This is no 'Quiet belief in angels' - By: Miss Marple, 13 Sep 2008
I am sorry to disagree with the other reviewers, but I was reallly disappointed with this book. I absolutely loved Quiet Belief in Angels & could not recommend it nearly enough. I therefore thought that this book would be another triumph but that was not the case. I found this book unbelievable & written in a very irritating style - so much so that I didn't even finish it. While the tone of 'Quiet Belief' was perfectly pitched, I can only think that Ellory watched too much Sopranos before embarking on this & he doesn't quite hit the mark.
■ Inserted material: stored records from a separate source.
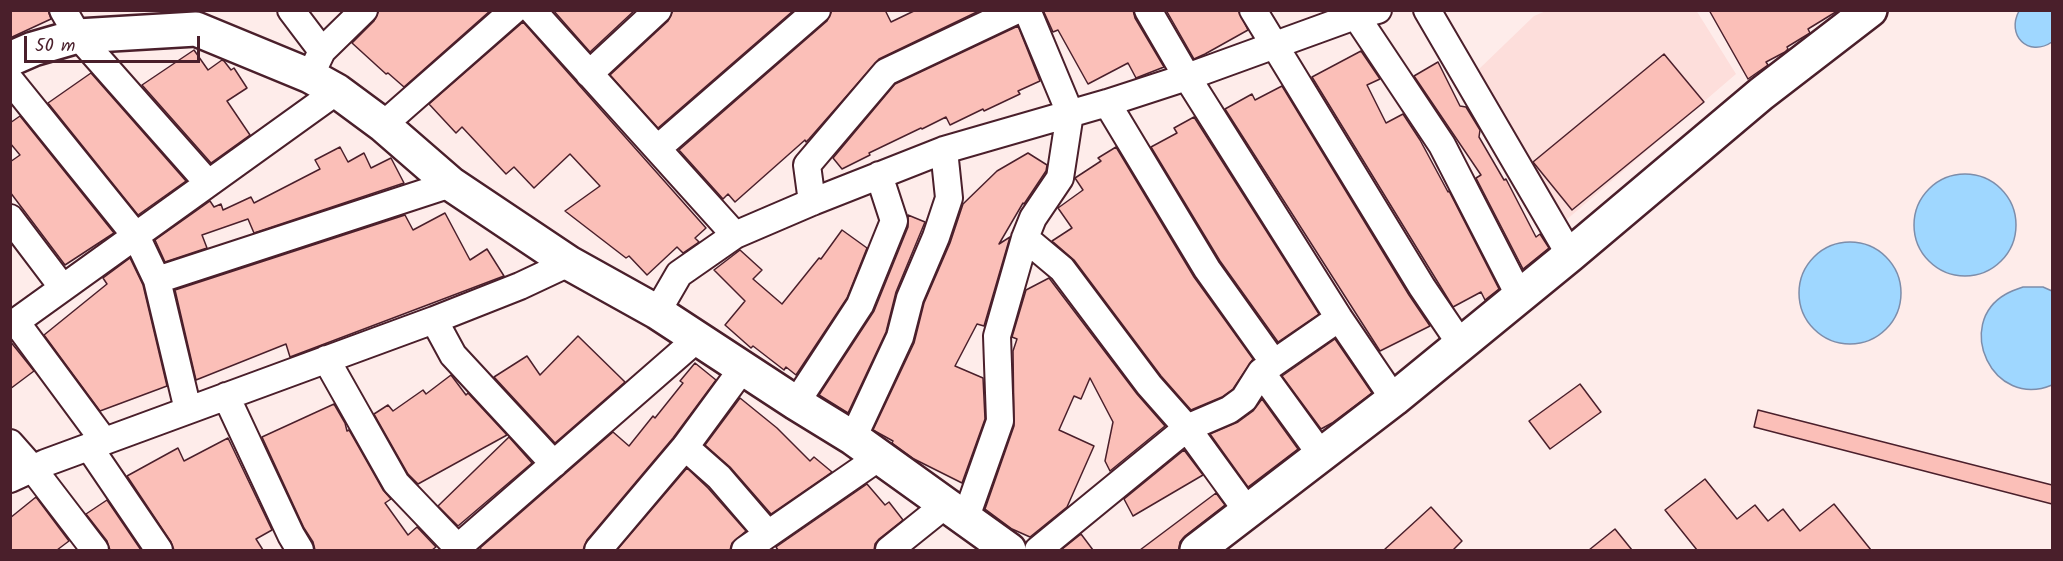 <!DOCTYPE html>
<style>
body{margin:0}
#map{position:relative;width:2063px;height:561px;overflow:hidden;background:#feecea;font-family:Kalam,sans-serif}
canvas{display:block}
.frame{position:absolute;inset:0;border:12px solid #4a1f2b;pointer-events:none}
.scale{position:absolute;left:24px;top:36px;width:176px;height:27px;box-sizing:border-box;border:3px solid #4a1f2b;border-top:0;padding-left:8px;font-size:18px;line-height:21px;white-space:nowrap;color:#4a1f2b;-webkit-text-stroke:4px #fff;paint-order:stroke}
</style>
<div id="map">
<canvas width="2063" height="561"></canvas>
<div class="frame"></div>
<div class="scale">50 m</div>
</div>
<script>
const ctx = document.querySelector('canvas').getContext('2d');
ctx.lineJoin = 'round';
function paint(path, color) {
  ctx.fillStyle = color;
  ctx.fill(path, 'evenodd');
}
function stroke(path, color, width, dash) {
  ctx.strokeStyle = color;
  ctx.lineWidth = width;
  ctx.lineCap = dash ? 'butt' : 'round';
  ctx.setLineDash(dash || []);
  ctx.stroke(path);
}
const built = new Path2D(`
 M1696,10L1736,74L1565,221L1478,70L1534,16L1546,11Z`);
const water = new Path2D(`
 M2019,11H2052V42C2028,58 2006,35 2019,11Z
 M1914 225a51 51 0 1 1 102 0a51 51 0 1 1-102 0Z
 M1799 293a51 51 0 1 1 102 0a51 51 0 1 1-102 0Z
 M2023,287H2043L2052,291V385C1993,410 1953,324 2006,294C2011,291 2017,289 2023,287Z`);
const building = new Path2D(`
 M10,10H48L51,19L10,38Z
 M379,10H491L404,87L388,73L386,74L352,43L374,21Z
 M553,10H635L590,52Z
 M673,10H794L658,128L610,75L668,21Z
 M832,10H885L891,22L916,10H981L879,59L809,139L806,142L805,140L735,202L728,194L723,199L679,150L827,21Z
 M1043,10H1133L1135,18L1164,67L1136,78L1128,63L1088,84L1058,30L1053,32Z
 M1166,10H1238L1248,30L1205,54L1194,59Z
 M1709,10H1839L1808,29L1810,33L1787,47L1788,49L1785,52L1766,62L1768,65L1748,79Z
 M523,22L706,228L695,238L699,242L683,253L677,247L647,275L629,256L626,258L565,211L600,186L570,154L534,188L514,167L506,174L462,127L456,133L429,104Z
 M1018,26L1040,81L1018,91L1020,94L984,111L983,109L950,125L946,117L922,129L921,128L869,153L870,155L842,169L833,158L895,84Z
 M194,50L208,70L222,60L224,61L231,70L234,68L247,88L227,101L250,135L211,163L142,85Z
 M1361,51L1380,79L1367,85L1386,123L1403,114L1420,140L1448,192L1449,191L1499,289L1485,300L1481,292L1453,307L1312,77Z
 M1664,54L1704,102L1572,210L1533,162Z
 M1438,62L1460,106L1466,107L1480,130L1479,137L1504,180L1506,179L1536,237L1540,234L1549,248L1523,269L1476,178L1481,175L1414,76Z
 M91,73L186,181L138,215L48,103Z
 M1282,86L1409,295L1430,326L1380,351L1225,109L1252,94L1255,100Z
 M20,116L114,233L65,265L10,192V162L20,155L10,143V123Z
 M1194,117L1319,314L1278,342L1220,261L1151,147L1177,133L1174,128Z
 M340,147L348,162L364,153L371,168L391,158L404,183L254,233L248,219L202,235L207,248L165,262L155,240L210,201L214,207L221,204L223,210L251,197L254,203L320,169L315,160Z
 M1116,147L1194,277L1253,359L1233,389L1222,397L1191,410L1161,376L1074,260L1052,241L1072,228L1058,208L1083,190L1075,178L1101,161L1098,158Z
 M1028,153L1047,165L1046,171L1024,204L1023,203L999,244L1010,237L984,326L977,324L955,366L983,378L985,419L962,483L914,459L892,443L893,441L873,430L914,343L924,303L950,243L963,204L997,171Z
 M445,213L470,260L487,249L504,276L290,357L286,344L196,380L175,290L405,215L413,230Z
 M908,215L925,222L896,292L886,332L848,413L819,395L874,311L908,227Z
 M842,230L867,248L847,298L796,375L786,367L784,370L753,346L751,348L725,325L745,301L714,270L740,250L762,270L753,279L782,304L819,258L821,259Z
 M130,258L143,285L167,386L100,411L44,335L107,284L103,278Z
 M1049,278L1137,394L1165,426L1110,471L1105,461L1113,422L1090,378L1081,399L1074,396L1059,430L1094,446L1067,507L1030,537L1012,529L985,509L1014,426L1013,351L1017,339L1012,337L1026,290Z
 M578,336L625,382L555,443L494,377L527,356L540,375Z
 M1335,339L1372,393L1332,423L1321,429L1282,376Z
 M10,341L34,371L10,389Z
 M695,363L716,380L673,438L587,540L583,550H482L480,548L613,432L629,446L653,416L655,418L683,383L680,381Z
 M451,375L466,395L468,393L507,435L418,484L408,474L374,414L388,405L393,411L423,390L426,394Z
 M1580,384L1601,412L1550,449L1529,421Z
 M740,398L777,428L810,461L814,457L832,472L771,514L730,467L705,445Z
 M1262,399L1298,449L1248,487L1210,434L1238,422L1253,411Z
 M334,404L345,423L347,431L349,430L383,490L391,499L385,503L408,535L417,527L436,547L432,550H315L313,542L304,528L262,437Z
 M1758,410L2052,485V504L1754,427Z
 M509,437L532,463L458,526L438,506Z
 M228,438L272,530L256,539L263,550H174L171,542L127,476L178,448L184,461Z
 M1184,450L1203,475L1133,516L1124,499Z
 M687,468L708,488L746,531L732,543L730,550H617Z
 M1705,479L1737,519L1755,505L1768,521L1783,509L1800,531L1834,504L1871,550H1697L1665,510Z
 M867,484L885,505L889,502L903,520L879,539L875,544L874,550H778L776,547Z
 M1216,493L1225,505L1185,536L1180,542L1179,550H1140Z
 M36,497L69,541L57,550H10V518Z
 M107,500L141,550H110L107,541L86,514Z
 M1431,507L1462,541L1453,550H1384Z
 M1615,529L1632,550H1589Z
 M1081,534L1093,550H1061Z`);
const street = new Path2D(`
 M63,10L78,36L208,183
 M291,10L322,51
 M532,10L735,235
 M1148,10L1187,77L1339,318L1394,399
 M1253,10L1422,287L1460,343
 M1352,10L1442,145L1519,295
 M1427,10L1570,255
 M589,74L658,10
 M310,76L322,51L364,10
 M10,80L136,236L157,280L188,410
 M1107,103L1207,269L1274,363
 M383,125L514,10
 M658,148L817,10
 M812,202L807,165L886,72L1017,10
 M10,218L63,288
 M1025,238L1062,269L1149,385L1187,428L1248,512
 M157,280L451,184
 M657,312L679,274L735,235L812,202L944,150L1107,103L1187,77L1355,16L1378,10
 M434,320L453,355L554,464
 M16,322L104,441
 M10,326L337,91
 M326,359L396,483L460,550
 M1261,372L1322,456
 M226,396L291,535L300,550
 M796,403L860,305L894,221L879,175
 M853,438L900,337L910,298L936,237L949,198L944,150
 M10,443L33,469L95,550
 M89,447L159,550
 M685,447L719,477L768,534
 M10,479L45,463L434,320L520,286L569,263
 M965,520L1000,421L997,336L1025,238L1033,218L1060,178L1070,113L1027,10
 M455,550L698,338
 M598,550L685,447L743,368
 M745,550L878,458
 M889,550L945,505
 M1038,550L1187,428L1229,410L1244,399L1261,372L1339,318`);
const secondary = new Path2D(`
 M10,59L33,49L78,36L196,29L310,76L337,91L383,125L451,184L569,263L657,312L796,403L853,438L1009,550
 M1197,550L1394,399L1570,255L1761,94L1870,10`);
paint(built, '#fddedb');
paint(water, '#9fd7ff');
stroke(water, '#7d8daa', 1.5);
paint(building, '#fbbfb8');
stroke(building, '#4a1f2b', 1.5);
stroke(street, '#4a1f2b', 30);
stroke(secondary, '#4a1f2b', 38);
stroke(street, '#fff', 26);
stroke(secondary, '#fff', 33);
</script>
Weak, compared to his other titles - By: S. B. Kelly, 12 Sep 2008
I've devoured two other novels by Ellory over the past couple of months, but this was a disappointment. The big problem lies in the characterisation, or lack of it. We have cardboard gangsters, complete with Moll, but the biggest problem lies with the central character, John Harper: surely one of the most uninteresting 'heroes' ever created. He was like a vacuum at the centre of the book & I couldn't have cared less what happened to him.
Move over Puzo - By: Mr. Michael Malone, 28 Jul 2008
In City of Lies, R J Ellory takes that tried & tested device of placing the ordinary guy in an extraordinary situation...and gives it a Godfather makeover. The ordinary Joe in question is John Harper; one-time novelist, full-time journalist whose byline should read Meaningless in Miami.
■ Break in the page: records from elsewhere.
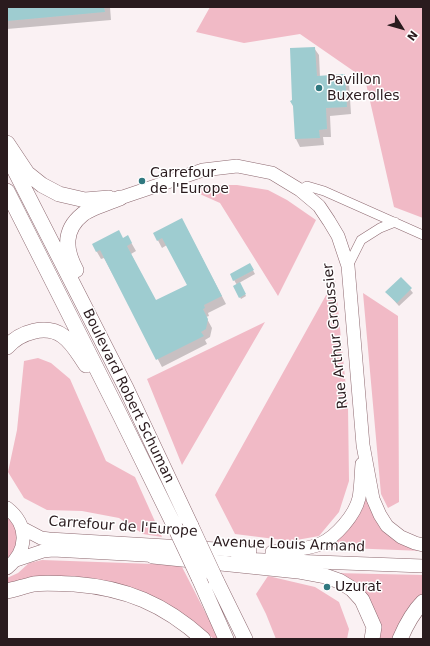 <!DOCTYPE html>
<style>
body{margin:0}
#map{position:relative;width:430px;height:646px;overflow:hidden;background:#faf1f3;font-family:"DejaVu Sans",sans-serif}
canvas{display:block}
.frame{position:absolute;inset:0;border:8px solid #2a1b1e;pointer-events:none}
.north{position:absolute;left:382px;top:8px;width:40px;height:40px;-webkit-text-stroke:3px #fff;paint-order:stroke;rotate:127deg;font-size:11px;font-weight:700;line-height:16px;text-align:center;color:#2a1b1e}
.north::after{content:'';display:block;margin:auto;width:14px;height:18px;background:#2a1b1e;clip-path:polygon(50% 0,100% 100%,50% 72%,0 100%)}
</style>
<div id="map">
<canvas width="430" height="646"></canvas>
<div class="frame"></div>
<div class="north">N</div>
</div>
<script>
const ctx = document.querySelector('canvas').getContext('2d');
ctx.lineJoin = 'round';
function fillPath(path, color) { ctx.fillStyle = color; ctx.fill(path, 'evenodd'); }
function strokePath(path, color, width, dash) { ctx.strokeStyle = color; ctx.lineWidth = width; ctx.lineCap = dash ? 'butt' : 'round'; ctx.setLineDash(dash || []); ctx.stroke(path); }
function label(font, color, halo, rows, align = 'center') {
  ctx.font = font + ' "DejaVu Sans",sans-serif'; ctx.lineWidth = 3; ctx.setLineDash([]); ctx.textBaseline = 'middle'; ctx.strokeStyle = halo; ctx.fillStyle = color; for (const [text, x, y, turn = 0] of rows) {
    ctx.save(); ctx.translate(x, y); ctx.rotate((+turn || 0) * Math.PI / 180); ctx.textAlign = isNaN(turn) ? turn : align; if (halo) ctx.strokeText(text, 0, 0); ctx.fillText(text, 0, 0); ctx.restore();
  }
}
fillPath(new Path2D(`
 M210,7H423V221V218L394,207L365,79L300,34L244,43L196,32Z
 M204,185H237L268,190L287,200L316,220L278,296L220,203L193,191Z
 M335,279L348,407L349,481L339,512L319,536L291,541L235,534L215,495Z
 M363,293L398,316L399,502L388,508L381,494Z
 M265,322L182,465L147,379Z
 M38,358L51,363L70,379L106,461L135,477L162,537L143,534L119,518L82,511L47,510L24,498L8,472L17,430L24,361Z
 M366,490L375,517L423,551L322,547Z
 M7,515C10,519 15,524 16,529C19,540 15,552 7,559Z
 M42,560L181,565L219,639H214L181,613L100,580L59,576L25,581L7,586V578L18,573L29,563Z
 M335,573L423,575V598L397,639H378V626Z
 M268,576L315,587L339,602L349,629L347,639H276L266,614L256,594Z`), '#f1bac6');
fillPath(new Path2D(`
 M7,7H110L111,20L7,29Z
 M314,48L319,55L320,77L344,75L349,83L351,114L330,116L331,137H323L324,145L300,147L296,139L294,100Z
 M186,227L226,304L208,313L209,316L206,317L212,328L210,337L205,340L207,344L162,367L104,258L101,259L93,245L123,239L128,237L136,251L131,254L155,302L188,285L167,245L162,248L154,233Z
 M250,265L255,274L239,283L246,296L241,299L234,286L237,285L231,275Z
 M401,278L413,293L399,306L389,295Z`), '#0003');
fillPath(new Path2D(`
 M7,7H104L105,12L7,21Z
 M315,47L317,76L345,74L347,107L326,108L327,129L319,130L320,138L295,139L293,106L290,101L292,100L290,48Z
 M182,218L222,296L204,305L205,308L203,309L208,319L206,329L201,332L204,336L156,360L100,250L96,252L92,244L119,230L123,238L128,235L132,243L127,246L156,300L187,285L162,238L157,241L153,233Z
 M250,263L254,270L233,281L230,274Z
 M401,277L412,288L397,303L385,292Z
 M240,282L246,294L239,298L233,286Z`), '#9eccd0');
const minor = new Path2D(`
 M300,190L307,186L324,191L423,235
 M348,266L361,240L380,228L395,222`);
const secondary = new Path2D(`
 M120,198L203,170L237,166L272,173L300,190L319,206L329,221L338,236L348,266L363,445L373,499L380,515L387,526L401,537L415,543L423,545
 M7,508C29,525 28,551 7,568
 M22,528L41,538L49,539L250,551
 M272,552C286,550 307,550 320,544C336,537 355,515 359,498C361,487 361,475 362,464
 M237,559L423,566
 M16,560L43,551L53,550L163,556`);
const primary = new Path2D(`
 M7,143L27,173L42,185L59,194L85,200L109,198
 M7,155L126,388L191,526
 M7,191L119,413L175,527
 M76,270C65,250 63,230 83,214C91,208 110,202 120,198
 M7,347C20,332 46,324 63,336C73,343 79,355 86,365
 M153,556L298,571L325,576L339,581L352,589L362,600L374,627L372,639
 M199,578L226,639
 M216,580L245,639
 M7,591C16,589 25,586 34,584C46,582 61,584 74,584C126,588 164,604 203,639
 M400,639C406,625 412,613 423,602`);
strokePath(minor, '#8d6970', 10);
strokePath(secondary, '#8d6970', 14);
strokePath(primary, '#8d6970', 16);
strokePath(minor, '#fff', 9);
strokePath(secondary, '#fff', 13);
strokePath(primary, '#fff', 15);
const primaryBridge = new Path2D(`
 M191,526L216,580
 M175,527L199,578`);
strokePath(primaryBridge, '#8d6970', 16, []);
strokePath(primaryBridge, '#fff', 15);
for (const [x, y, r, color] of [
 [319,88,4,"#30787f"],
 [142,181,4,"#30787f"],
 [327,587,4,"#30787f"]
]) { const dot = new Path2D(); dot.arc(x, y, r, 0, 2 * Math.PI); ctx.fillStyle = color; ctx.fill(dot); strokePath(dot, '#fff', 1.5); }
label('14px', '#2a1b1e', '#fff', [
 ["Pavillon",327,80],
 ["Buxerolles",327,96],
 ["Carrefour",150,173],
 ["de l'Europe",150,189],
 ["Uzurat",335,587]
], 'left');
label('14px', '#2a1b1e', '#fff', [
 ["Rue Arthur Groussier",336,336,-96],
 ["Boulevard Robert Schuman",128,396,64],
 ["Carrefour de l'Europe",123,527,4],
 ["Avenue Louis Armand",289,545,2]
]);
</script>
Then one day, John receives a calll from his aunt in New York; an aunt who took him in as a child when he was orphaned. The reason? The father he thought he died thirty years ago has just been shot & is lying in a coma in hospital.
As the past & its terrible events crowds in on John the big questions are: who exactly is his father? Why has his aunt lied to him alll these years? John soon meets an old family friend, Walt, his mysterious, blonde colleague & a driven, Marilyn Munroe obsessed detective & as the story gathers momentum & Harper searches for the truth, R J Ellory uses his cast of characters with consummate skill to weave a web of truths, half-truths & lies.
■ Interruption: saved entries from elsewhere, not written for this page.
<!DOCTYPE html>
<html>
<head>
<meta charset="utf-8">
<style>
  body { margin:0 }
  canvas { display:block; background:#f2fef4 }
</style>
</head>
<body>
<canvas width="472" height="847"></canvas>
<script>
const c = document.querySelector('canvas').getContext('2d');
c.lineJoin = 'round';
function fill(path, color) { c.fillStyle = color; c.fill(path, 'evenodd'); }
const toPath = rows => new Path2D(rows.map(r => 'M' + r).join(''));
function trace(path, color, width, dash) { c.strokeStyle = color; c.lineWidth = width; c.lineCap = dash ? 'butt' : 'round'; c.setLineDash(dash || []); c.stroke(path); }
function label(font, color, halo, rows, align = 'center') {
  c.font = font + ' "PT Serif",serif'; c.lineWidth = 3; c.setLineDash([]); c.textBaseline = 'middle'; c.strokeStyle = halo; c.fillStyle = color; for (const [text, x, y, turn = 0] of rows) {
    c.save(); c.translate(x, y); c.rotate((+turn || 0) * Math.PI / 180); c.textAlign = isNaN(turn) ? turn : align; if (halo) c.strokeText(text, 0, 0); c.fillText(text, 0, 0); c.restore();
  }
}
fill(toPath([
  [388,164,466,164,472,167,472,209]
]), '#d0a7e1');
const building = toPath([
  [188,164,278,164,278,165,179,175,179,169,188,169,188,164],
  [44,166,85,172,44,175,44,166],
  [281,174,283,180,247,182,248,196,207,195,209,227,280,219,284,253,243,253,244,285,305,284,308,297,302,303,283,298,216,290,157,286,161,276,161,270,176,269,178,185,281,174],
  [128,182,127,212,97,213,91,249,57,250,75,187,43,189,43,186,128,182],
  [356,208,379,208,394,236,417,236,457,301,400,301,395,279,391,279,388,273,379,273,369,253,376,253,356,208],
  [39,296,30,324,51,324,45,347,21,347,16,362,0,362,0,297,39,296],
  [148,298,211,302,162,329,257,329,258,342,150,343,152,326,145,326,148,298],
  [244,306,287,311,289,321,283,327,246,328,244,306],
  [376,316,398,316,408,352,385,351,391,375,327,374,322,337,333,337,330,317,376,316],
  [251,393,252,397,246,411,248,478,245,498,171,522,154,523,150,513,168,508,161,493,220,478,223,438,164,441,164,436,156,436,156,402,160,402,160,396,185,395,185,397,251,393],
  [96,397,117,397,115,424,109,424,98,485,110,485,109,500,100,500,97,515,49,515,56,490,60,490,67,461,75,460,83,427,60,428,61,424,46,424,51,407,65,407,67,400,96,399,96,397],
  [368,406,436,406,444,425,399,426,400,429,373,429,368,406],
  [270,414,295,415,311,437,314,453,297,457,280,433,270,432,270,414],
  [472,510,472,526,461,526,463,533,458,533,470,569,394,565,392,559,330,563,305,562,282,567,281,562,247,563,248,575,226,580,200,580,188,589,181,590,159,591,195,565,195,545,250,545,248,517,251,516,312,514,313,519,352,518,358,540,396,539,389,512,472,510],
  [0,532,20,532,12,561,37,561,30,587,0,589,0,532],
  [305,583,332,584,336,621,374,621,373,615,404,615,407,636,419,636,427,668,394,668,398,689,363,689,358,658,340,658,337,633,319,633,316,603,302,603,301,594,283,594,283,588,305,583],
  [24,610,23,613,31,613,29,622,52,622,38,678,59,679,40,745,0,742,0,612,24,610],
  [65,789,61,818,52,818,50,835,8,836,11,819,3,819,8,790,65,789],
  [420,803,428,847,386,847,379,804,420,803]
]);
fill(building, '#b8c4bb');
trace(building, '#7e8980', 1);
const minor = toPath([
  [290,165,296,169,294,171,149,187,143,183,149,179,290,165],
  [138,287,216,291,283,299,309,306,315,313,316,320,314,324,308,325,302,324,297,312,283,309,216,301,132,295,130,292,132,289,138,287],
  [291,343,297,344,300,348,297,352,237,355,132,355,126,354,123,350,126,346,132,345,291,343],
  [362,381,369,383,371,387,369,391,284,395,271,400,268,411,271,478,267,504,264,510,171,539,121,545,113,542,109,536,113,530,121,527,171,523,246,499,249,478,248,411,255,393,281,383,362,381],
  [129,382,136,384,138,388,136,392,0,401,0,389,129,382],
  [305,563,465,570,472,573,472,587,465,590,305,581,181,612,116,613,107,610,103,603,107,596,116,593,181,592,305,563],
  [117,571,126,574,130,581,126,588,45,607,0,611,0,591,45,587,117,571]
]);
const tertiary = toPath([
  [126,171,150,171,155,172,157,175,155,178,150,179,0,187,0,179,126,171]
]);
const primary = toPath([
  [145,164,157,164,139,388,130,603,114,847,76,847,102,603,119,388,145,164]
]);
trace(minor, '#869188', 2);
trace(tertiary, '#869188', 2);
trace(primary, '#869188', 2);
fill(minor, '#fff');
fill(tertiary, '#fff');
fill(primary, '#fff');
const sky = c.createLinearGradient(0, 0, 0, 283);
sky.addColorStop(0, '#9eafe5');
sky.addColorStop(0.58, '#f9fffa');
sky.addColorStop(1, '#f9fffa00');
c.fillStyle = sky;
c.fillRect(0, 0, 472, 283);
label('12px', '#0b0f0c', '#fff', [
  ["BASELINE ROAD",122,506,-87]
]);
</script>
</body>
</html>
Ellory is a man with an eye for a beautiful sentence & the skill to build a well-crafted plot with cast of characters that will have this book glued to your hands until you reach the hugely satisfying conclusion.

This guy is good - By: myrydyn, 17 Jul 2008
This is the second book of RJE that I have read. This one was not as dark as "A quiet belief in Angels", & so may be easier for others to get into. These books cannot be categorised as thrillers but they have the pace of one. The characters are extremely well thoughtout & the storyline is strong. For an englishman writing about crime in America this guy is brilliant.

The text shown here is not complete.